Dividing by m to make conclusions for m=0

[pbuk]

I don't think it's unreasonable to describe the theorem

For all $g,a,S$ such that $g,a\in\mathbb R$ and $1\subseteq S\subseteq \mathbb R$, if $mg=ma$ for all $m\in S$ then $g=a$.​

as "the acceleration is independent of mass". It's obviously not as clear a statement as the theorem, but it sounds like an attempt to summarize the content of the theorem.

Are you saying that that theorem holds even where a = a(m) may depend on m?

 

[A.T.]

The whole point of the math derivation is only to show that given $mx=my,\forall m \in S$ you do indeed get $x=y$.

You get it only under the assumption of independence of m, as you explained in post #57.

Since we were not trying to separate them in the other thread, the independence I mentioned there is obtained not only from this mathematical step...

Why "not only"?. Shouldn't that be a simple "not"? A mathematical step that assumes independence from m, cannot be used at all to show the independence from m.

...but also from other knowledge of the physics (specifically that g is independent of mass).

So "acceleration is independent of mass" was a premise of your derivation, not its result?

 

[Dale]

Are you saying that that theorem holds even where a = a(m) may depend on m?

It obviously holds as long as a is a vector and m is an element of its field.
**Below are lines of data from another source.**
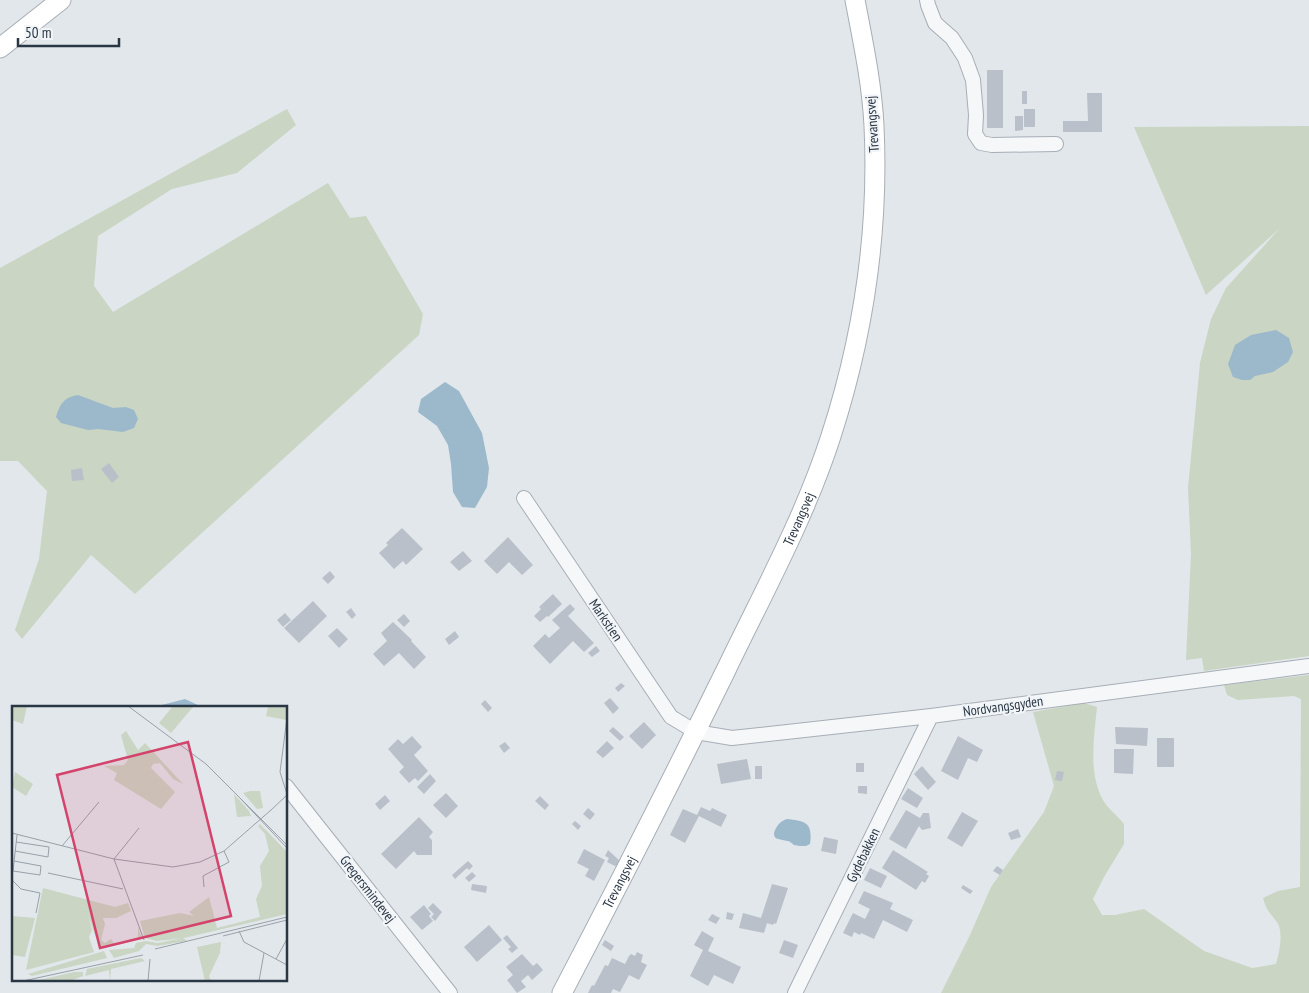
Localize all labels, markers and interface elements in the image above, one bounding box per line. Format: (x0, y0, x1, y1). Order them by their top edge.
scale bar (18, 15, 119, 47)
text: 50 m (25, 23, 51, 42)
street label: Trevangsvej (861, 95, 883, 153)
street label: Trevangsvej (779, 489, 818, 549)
street label: Markstien (585, 595, 627, 645)
street label: Nordvangsgyden (962, 691, 1044, 721)
inset map (12, 706, 288, 980)
street label: Gydebakken (842, 825, 884, 885)
street label: Gregersmindevej (336, 852, 400, 926)
street label: Trevangsvej (599, 853, 640, 911)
Did you not understand post 42?

That said, I cannot think how to make a function a vector over its own domain. It seems like the equivalent operation of vector multiplication would convert a function to a real, an inconsistency in your approach that I have mentioned several times.

 

[Dale]

So "acceleration is independent of mass" was a premise of your derivation, not its result?

"g is independent of mass" was an unstated premise of my derivation. "a is independent of mass" was a conclusion, obtained through the fact that a=g.

A.T., in 42 I posted a solid proof of the mathematical topic under discussion for THIS thread. 22 posts later, you have never even acknowledged it even though it is central to the topic of this thread. Instead of commenting on that proof you have begun to reach back to a different discussion in a different thread that is (unsurprisingly) different from the one here. You point out the obvious differences in my comments in what seems like an attempt to discredit the proof in 42 by discrediting me (for the heinous crime of having different comments in different threads on different topics).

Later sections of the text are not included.